[[ AVAILABLE RECORDS open ]]

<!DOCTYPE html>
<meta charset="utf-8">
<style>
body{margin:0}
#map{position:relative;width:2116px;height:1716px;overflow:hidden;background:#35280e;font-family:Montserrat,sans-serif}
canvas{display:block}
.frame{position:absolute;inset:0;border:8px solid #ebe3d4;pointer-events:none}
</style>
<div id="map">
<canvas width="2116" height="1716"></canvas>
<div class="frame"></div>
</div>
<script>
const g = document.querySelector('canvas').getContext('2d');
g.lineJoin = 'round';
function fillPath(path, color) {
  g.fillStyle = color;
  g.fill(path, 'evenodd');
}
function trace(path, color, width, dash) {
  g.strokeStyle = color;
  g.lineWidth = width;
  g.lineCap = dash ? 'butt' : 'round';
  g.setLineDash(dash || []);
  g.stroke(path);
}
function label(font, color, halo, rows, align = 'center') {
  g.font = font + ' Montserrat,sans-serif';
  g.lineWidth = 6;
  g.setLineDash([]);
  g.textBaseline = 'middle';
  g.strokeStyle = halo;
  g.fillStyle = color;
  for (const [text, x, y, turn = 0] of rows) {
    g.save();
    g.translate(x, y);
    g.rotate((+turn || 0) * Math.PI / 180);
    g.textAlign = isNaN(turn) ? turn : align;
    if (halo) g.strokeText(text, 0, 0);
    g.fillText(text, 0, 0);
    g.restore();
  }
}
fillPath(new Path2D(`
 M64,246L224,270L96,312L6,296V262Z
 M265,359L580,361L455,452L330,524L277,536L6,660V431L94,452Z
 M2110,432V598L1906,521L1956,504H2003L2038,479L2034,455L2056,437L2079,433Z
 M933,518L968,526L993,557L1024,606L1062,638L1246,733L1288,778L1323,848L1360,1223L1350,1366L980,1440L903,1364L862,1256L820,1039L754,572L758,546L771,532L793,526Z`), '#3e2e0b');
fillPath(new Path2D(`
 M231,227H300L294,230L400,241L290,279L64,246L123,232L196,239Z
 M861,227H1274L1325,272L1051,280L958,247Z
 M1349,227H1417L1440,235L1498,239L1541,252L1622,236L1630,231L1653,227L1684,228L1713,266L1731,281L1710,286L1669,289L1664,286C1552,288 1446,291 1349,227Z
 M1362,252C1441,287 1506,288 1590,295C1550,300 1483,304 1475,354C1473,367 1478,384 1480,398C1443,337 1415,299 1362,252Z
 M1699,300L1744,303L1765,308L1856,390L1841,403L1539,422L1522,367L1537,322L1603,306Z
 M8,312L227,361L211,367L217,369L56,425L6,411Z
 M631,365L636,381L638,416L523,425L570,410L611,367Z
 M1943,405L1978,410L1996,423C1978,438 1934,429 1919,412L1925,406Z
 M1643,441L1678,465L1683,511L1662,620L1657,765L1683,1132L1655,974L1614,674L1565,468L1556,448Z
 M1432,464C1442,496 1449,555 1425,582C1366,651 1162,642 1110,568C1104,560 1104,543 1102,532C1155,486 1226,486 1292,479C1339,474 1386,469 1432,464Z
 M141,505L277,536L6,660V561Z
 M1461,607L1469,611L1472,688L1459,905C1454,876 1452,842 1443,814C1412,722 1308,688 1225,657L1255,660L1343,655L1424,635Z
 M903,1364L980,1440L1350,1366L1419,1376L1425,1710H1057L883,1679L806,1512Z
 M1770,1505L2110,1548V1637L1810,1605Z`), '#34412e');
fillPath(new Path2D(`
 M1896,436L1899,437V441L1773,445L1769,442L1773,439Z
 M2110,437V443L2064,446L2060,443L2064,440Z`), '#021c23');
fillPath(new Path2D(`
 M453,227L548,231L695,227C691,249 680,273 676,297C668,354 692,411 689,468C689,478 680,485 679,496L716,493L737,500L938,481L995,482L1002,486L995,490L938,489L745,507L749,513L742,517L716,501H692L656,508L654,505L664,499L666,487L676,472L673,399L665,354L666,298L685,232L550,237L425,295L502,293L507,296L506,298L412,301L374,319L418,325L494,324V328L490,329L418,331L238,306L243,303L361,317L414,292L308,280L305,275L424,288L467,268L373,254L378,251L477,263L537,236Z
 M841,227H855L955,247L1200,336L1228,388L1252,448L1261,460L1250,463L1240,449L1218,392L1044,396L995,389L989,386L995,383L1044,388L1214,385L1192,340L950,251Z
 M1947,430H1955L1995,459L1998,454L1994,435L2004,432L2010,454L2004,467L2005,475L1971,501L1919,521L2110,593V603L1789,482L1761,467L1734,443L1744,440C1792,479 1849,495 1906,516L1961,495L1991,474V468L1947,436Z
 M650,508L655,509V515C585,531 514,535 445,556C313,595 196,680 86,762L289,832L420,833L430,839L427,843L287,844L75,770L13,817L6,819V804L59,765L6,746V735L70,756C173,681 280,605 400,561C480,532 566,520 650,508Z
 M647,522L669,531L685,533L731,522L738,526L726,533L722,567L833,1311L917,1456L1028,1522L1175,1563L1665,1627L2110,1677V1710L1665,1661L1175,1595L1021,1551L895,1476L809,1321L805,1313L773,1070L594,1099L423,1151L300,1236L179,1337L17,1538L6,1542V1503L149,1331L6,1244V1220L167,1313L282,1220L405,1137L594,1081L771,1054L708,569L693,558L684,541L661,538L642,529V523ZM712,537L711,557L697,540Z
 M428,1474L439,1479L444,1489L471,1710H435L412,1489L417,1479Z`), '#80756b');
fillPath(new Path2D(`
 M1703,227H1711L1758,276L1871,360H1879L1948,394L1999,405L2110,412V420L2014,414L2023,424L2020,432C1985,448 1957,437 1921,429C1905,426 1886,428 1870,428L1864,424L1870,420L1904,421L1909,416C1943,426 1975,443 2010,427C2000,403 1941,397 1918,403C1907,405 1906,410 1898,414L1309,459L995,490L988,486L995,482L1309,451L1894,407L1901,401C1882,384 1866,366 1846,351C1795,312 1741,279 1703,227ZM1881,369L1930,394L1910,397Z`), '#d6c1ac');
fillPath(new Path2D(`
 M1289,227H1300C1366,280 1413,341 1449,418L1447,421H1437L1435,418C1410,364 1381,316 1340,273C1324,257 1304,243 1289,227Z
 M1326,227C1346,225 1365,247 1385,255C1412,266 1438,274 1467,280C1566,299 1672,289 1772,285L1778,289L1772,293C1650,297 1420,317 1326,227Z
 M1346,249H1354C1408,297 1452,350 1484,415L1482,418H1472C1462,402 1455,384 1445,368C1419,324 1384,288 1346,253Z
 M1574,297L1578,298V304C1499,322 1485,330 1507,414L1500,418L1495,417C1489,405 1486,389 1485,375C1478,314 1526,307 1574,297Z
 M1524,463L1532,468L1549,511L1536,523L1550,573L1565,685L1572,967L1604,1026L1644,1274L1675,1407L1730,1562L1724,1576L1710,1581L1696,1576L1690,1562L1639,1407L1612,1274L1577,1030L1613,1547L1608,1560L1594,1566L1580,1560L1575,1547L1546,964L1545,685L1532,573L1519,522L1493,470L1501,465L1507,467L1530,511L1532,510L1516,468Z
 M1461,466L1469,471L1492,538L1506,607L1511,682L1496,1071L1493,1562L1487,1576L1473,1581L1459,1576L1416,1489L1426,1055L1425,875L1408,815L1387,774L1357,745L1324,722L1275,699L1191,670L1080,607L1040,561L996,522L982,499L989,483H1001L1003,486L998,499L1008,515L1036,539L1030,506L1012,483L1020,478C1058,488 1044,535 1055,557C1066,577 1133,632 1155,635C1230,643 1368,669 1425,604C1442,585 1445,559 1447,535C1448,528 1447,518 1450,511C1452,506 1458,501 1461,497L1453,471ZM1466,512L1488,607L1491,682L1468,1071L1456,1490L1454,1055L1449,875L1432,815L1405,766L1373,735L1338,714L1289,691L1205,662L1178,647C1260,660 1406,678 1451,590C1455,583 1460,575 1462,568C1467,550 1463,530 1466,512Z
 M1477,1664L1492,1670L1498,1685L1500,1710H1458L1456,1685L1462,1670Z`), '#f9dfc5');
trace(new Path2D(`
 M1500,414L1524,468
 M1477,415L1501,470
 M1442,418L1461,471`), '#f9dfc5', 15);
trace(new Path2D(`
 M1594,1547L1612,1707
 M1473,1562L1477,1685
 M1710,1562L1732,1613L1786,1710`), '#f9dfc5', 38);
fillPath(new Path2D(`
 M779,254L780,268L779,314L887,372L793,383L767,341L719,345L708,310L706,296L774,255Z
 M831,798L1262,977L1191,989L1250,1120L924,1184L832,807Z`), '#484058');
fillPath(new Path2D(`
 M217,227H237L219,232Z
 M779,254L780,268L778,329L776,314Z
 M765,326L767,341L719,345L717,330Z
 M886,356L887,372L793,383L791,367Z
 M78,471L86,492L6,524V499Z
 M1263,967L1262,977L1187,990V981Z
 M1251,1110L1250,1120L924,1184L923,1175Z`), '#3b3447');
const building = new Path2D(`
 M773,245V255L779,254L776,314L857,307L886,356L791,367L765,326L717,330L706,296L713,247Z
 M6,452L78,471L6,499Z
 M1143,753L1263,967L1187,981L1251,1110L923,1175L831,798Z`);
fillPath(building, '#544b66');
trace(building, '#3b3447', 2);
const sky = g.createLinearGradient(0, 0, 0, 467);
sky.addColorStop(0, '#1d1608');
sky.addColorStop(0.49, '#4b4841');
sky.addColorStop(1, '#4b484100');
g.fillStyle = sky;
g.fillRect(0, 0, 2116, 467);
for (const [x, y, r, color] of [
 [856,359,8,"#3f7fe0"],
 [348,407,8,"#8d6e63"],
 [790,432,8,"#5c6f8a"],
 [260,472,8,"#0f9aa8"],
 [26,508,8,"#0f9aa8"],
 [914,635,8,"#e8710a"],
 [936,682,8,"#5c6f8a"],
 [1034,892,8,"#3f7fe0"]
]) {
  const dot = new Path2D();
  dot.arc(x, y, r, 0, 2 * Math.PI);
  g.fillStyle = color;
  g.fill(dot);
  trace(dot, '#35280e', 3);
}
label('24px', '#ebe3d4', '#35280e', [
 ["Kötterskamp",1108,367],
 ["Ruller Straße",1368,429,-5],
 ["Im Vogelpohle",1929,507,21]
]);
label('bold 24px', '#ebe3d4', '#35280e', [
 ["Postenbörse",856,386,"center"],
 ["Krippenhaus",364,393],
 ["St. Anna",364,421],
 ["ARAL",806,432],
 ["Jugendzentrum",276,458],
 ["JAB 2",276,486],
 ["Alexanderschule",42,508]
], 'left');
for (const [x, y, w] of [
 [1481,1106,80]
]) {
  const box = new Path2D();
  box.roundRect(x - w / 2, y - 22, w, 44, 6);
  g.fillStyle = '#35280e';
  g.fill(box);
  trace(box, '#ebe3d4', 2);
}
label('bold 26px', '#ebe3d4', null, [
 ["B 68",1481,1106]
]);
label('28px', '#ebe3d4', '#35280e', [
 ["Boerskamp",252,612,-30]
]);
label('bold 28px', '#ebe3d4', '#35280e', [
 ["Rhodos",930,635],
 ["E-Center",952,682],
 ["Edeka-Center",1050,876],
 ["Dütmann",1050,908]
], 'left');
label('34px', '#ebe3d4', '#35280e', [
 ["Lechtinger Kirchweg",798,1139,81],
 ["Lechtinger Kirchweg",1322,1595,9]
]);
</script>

[[ AVAILABLE RECORDS closed ]]

** WHAT YOU ARE ASKED TO DO **
Write out exactly, and only, each line from the one with "g.fillStyle = sky;" down to the last line of the records above.

** TASK ANSWER **
g.fillStyle = sky;
g.fillRect(0, 0, 2116, 467);
for (const [x, y, r, color] of [
 [856,359,8,"#3f7fe0"],
 [348,407,8,"#8d6e63"],
 [790,432,8,"#5c6f8a"],
 [260,472,8,"#0f9aa8"],
 [26,508,8,"#0f9aa8"],
 [914,635,8,"#e8710a"],
 [936,682,8,"#5c6f8a"],
 [1034,892,8,"#3f7fe0"]
]) {
  const dot = new Path2D();
  dot.arc(x, y, r, 0, 2 * Math.PI);
  g.fillStyle = color;
  g.fill(dot);
  trace(dot, '#35280e', 3);
}
label('24px', '#ebe3d4', '#35280e', [
 ["Kötterskamp",1108,367],
 ["Ruller Straße",1368,429,-5],
 ["Im Vogelpohle",1929,507,21]
]);
label('bold 24px', '#ebe3d4', '#35280e', [
 ["Postenbörse",856,386,"center"],
 ["Krippenhaus",364,393],
 ["St. Anna",364,421],
 ["ARAL",806,432],
 ["Jugendzentrum",276,458],
 ["JAB 2",276,486],
 ["Alexanderschule",42,508]
], 'left');
for (const [x, y, w] of [
 [1481,1106,80]
]) {
  const box = new Path2D();
  box.roundRect(x - w / 2, y - 22, w, 44, 6);
  g.fillStyle = '#35280e';
  g.fill(box);
  trace(box, '#ebe3d4', 2);
}
label('bold 26px', '#ebe3d4', null, [
 ["B 68",1481,1106]
]);
label('28px', '#ebe3d4', '#35280e', [
 ["Boerskamp",252,612,-30]
]);
label('bold 28px', '#ebe3d4', '#35280e', [
 ["Rhodos",930,635],
 ["E-Center",952,682],
 ["Edeka-Center",1050,876],
 ["Dütmann",1050,908]
], 'left');
label('34px', '#ebe3d4', '#35280e', [
 ["Lechtinger Kirchweg",798,1139,81],
 ["Lechtinger Kirchweg",1322,1595,9]
]);
</script>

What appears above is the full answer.